(Source records)
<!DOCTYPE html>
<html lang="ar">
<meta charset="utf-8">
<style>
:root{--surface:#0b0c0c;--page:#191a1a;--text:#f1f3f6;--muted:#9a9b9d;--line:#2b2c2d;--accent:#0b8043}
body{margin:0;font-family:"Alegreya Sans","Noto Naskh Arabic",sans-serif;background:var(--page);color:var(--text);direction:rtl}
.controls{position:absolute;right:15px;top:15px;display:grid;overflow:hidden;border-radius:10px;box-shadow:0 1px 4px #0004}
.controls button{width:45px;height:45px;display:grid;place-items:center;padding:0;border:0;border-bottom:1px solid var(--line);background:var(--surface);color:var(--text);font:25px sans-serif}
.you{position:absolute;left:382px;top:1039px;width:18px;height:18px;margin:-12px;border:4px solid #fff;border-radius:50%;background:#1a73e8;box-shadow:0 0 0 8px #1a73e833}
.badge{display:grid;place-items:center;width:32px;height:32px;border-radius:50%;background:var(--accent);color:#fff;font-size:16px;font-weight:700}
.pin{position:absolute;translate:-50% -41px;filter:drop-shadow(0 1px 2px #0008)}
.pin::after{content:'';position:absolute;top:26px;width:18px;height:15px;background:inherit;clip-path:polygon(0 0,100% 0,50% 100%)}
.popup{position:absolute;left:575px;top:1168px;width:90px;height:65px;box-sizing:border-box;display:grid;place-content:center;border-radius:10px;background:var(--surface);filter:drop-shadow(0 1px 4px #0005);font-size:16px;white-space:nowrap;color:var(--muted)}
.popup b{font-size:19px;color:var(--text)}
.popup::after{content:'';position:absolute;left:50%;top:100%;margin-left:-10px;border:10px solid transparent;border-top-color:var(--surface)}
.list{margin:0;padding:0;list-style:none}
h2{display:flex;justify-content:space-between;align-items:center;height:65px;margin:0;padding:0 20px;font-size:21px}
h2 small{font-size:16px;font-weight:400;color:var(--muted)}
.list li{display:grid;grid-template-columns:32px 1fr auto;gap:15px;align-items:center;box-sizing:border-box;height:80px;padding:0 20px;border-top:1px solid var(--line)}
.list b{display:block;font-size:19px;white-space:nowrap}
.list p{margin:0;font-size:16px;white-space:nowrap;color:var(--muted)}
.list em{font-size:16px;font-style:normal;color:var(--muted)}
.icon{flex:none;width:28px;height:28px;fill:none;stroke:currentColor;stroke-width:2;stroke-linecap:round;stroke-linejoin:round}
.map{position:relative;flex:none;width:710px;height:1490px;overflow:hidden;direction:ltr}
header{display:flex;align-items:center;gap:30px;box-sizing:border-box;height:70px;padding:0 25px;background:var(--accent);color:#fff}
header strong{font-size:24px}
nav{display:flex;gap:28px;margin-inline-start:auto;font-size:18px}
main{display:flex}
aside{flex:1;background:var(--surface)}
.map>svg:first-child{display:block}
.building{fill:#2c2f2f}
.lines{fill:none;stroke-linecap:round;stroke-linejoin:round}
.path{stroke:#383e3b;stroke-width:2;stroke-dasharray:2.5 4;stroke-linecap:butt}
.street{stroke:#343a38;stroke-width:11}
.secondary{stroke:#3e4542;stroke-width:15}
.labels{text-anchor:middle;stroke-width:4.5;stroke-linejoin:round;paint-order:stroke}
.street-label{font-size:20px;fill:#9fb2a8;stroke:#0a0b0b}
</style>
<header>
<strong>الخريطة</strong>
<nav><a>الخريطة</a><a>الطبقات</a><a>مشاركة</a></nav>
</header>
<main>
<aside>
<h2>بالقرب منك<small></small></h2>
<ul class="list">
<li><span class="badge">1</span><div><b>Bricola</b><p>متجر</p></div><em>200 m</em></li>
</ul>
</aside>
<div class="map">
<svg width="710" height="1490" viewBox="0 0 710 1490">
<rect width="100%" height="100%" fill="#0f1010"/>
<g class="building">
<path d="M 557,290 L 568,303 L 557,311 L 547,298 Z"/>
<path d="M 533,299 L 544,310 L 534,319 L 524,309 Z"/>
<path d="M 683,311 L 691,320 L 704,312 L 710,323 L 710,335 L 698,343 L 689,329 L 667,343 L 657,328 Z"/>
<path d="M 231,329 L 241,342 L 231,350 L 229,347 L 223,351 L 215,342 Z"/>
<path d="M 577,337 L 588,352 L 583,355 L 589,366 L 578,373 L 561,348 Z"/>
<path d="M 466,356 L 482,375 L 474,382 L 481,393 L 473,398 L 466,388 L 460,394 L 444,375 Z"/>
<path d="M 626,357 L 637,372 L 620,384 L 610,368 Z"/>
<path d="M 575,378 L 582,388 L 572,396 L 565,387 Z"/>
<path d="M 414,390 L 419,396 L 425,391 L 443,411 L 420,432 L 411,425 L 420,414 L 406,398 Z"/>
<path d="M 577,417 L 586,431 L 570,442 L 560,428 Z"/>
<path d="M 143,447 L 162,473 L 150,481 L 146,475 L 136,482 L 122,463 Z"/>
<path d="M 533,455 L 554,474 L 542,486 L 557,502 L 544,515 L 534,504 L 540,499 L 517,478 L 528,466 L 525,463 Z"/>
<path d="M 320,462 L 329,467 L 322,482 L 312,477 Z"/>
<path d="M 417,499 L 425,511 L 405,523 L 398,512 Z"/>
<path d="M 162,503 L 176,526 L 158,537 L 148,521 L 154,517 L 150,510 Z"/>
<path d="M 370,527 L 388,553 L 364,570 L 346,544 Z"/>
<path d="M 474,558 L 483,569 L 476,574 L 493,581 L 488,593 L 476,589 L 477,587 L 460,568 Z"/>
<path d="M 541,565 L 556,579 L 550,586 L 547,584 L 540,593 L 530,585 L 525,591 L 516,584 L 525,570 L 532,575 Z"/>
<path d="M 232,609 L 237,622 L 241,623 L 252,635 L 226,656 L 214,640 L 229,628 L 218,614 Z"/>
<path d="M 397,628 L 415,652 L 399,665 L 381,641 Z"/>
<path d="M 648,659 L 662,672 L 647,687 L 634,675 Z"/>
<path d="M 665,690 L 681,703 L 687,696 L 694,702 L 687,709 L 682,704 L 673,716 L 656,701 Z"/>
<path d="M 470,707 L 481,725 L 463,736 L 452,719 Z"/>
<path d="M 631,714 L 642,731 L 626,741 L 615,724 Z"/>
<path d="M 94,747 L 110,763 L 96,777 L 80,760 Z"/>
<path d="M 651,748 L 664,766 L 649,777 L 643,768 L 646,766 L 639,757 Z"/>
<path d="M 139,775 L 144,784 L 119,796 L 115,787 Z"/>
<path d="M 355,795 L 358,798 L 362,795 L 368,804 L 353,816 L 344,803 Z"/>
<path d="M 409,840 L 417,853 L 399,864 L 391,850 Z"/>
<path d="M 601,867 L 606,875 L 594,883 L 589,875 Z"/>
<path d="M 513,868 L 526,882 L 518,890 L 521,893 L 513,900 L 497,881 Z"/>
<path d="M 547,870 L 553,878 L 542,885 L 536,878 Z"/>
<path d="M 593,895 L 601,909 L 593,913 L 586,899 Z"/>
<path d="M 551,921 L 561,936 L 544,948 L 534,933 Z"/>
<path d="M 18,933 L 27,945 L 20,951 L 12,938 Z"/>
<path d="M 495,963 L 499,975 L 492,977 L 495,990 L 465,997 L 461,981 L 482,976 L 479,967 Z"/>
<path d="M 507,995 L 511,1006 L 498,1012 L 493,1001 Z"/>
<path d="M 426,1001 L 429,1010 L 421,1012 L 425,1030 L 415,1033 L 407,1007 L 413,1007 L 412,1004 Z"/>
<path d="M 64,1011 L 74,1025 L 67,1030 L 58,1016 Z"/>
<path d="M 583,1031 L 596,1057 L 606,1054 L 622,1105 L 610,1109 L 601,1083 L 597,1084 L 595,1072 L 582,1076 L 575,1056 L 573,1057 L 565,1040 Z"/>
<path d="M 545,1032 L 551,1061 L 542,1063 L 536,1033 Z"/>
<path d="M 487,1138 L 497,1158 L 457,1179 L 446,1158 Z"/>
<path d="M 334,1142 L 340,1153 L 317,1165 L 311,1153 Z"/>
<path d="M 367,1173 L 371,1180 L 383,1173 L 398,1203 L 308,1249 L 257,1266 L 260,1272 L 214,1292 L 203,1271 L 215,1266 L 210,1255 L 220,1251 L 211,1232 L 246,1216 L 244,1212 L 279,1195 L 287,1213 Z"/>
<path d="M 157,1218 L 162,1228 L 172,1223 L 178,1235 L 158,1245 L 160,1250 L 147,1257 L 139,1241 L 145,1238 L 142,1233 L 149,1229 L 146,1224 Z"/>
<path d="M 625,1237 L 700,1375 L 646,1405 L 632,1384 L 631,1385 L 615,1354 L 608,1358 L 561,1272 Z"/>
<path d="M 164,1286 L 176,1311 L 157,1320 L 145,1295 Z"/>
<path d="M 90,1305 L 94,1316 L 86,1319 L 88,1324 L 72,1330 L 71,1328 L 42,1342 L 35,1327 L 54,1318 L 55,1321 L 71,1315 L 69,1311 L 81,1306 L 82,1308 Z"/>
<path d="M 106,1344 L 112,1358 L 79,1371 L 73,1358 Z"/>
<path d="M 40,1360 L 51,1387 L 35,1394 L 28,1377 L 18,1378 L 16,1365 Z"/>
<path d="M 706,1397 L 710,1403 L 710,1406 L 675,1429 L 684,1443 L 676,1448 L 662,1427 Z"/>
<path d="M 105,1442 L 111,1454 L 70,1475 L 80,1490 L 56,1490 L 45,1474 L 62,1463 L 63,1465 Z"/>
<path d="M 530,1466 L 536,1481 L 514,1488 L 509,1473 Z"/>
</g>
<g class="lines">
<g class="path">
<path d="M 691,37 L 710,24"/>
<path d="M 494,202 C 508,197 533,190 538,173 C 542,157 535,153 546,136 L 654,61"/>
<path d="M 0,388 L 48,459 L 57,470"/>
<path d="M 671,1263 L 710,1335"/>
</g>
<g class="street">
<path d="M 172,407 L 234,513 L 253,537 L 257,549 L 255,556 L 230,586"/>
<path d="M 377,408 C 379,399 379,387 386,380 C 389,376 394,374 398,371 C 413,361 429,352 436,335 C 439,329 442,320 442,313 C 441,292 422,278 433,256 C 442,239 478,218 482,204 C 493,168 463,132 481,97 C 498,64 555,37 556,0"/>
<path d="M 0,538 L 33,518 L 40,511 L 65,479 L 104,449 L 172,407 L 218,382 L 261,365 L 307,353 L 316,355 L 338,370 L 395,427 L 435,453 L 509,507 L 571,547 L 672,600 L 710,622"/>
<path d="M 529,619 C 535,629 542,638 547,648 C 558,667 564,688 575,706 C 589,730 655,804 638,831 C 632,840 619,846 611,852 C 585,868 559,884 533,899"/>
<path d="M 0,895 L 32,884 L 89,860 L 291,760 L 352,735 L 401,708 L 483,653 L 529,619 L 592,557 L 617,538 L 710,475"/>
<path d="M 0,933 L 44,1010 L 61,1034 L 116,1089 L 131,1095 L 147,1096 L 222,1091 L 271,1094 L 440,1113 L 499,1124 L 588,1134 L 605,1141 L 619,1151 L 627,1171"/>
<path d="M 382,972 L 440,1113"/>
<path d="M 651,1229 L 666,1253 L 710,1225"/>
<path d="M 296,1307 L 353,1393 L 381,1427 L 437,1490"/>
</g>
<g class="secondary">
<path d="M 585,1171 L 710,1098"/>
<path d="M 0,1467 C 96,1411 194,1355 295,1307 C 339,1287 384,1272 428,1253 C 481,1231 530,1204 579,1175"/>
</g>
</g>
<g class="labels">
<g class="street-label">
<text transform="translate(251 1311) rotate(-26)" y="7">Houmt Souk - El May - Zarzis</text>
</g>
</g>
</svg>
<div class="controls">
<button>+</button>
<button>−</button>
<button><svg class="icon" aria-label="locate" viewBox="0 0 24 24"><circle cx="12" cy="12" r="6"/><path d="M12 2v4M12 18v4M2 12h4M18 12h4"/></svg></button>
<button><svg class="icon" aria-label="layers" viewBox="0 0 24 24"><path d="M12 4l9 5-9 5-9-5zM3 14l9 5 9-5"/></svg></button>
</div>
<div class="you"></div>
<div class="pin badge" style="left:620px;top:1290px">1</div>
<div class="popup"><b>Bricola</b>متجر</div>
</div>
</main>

* Problem statement: Wherever "linecap" occurs in the records above, copy the line it sits in.

* Answer section:
.icon{flex:none;width:28px;height:28px;fill:none;stroke:currentColor;stroke-width:2;stroke-linecap:round;stroke-linejoin:round}
.lines{fill:none;stroke-linecap:round;stroke-linejoin:round}
.path{stroke:#383e3b;stroke-width:2;stroke-dasharray:2.5 4;stroke-linecap:butt}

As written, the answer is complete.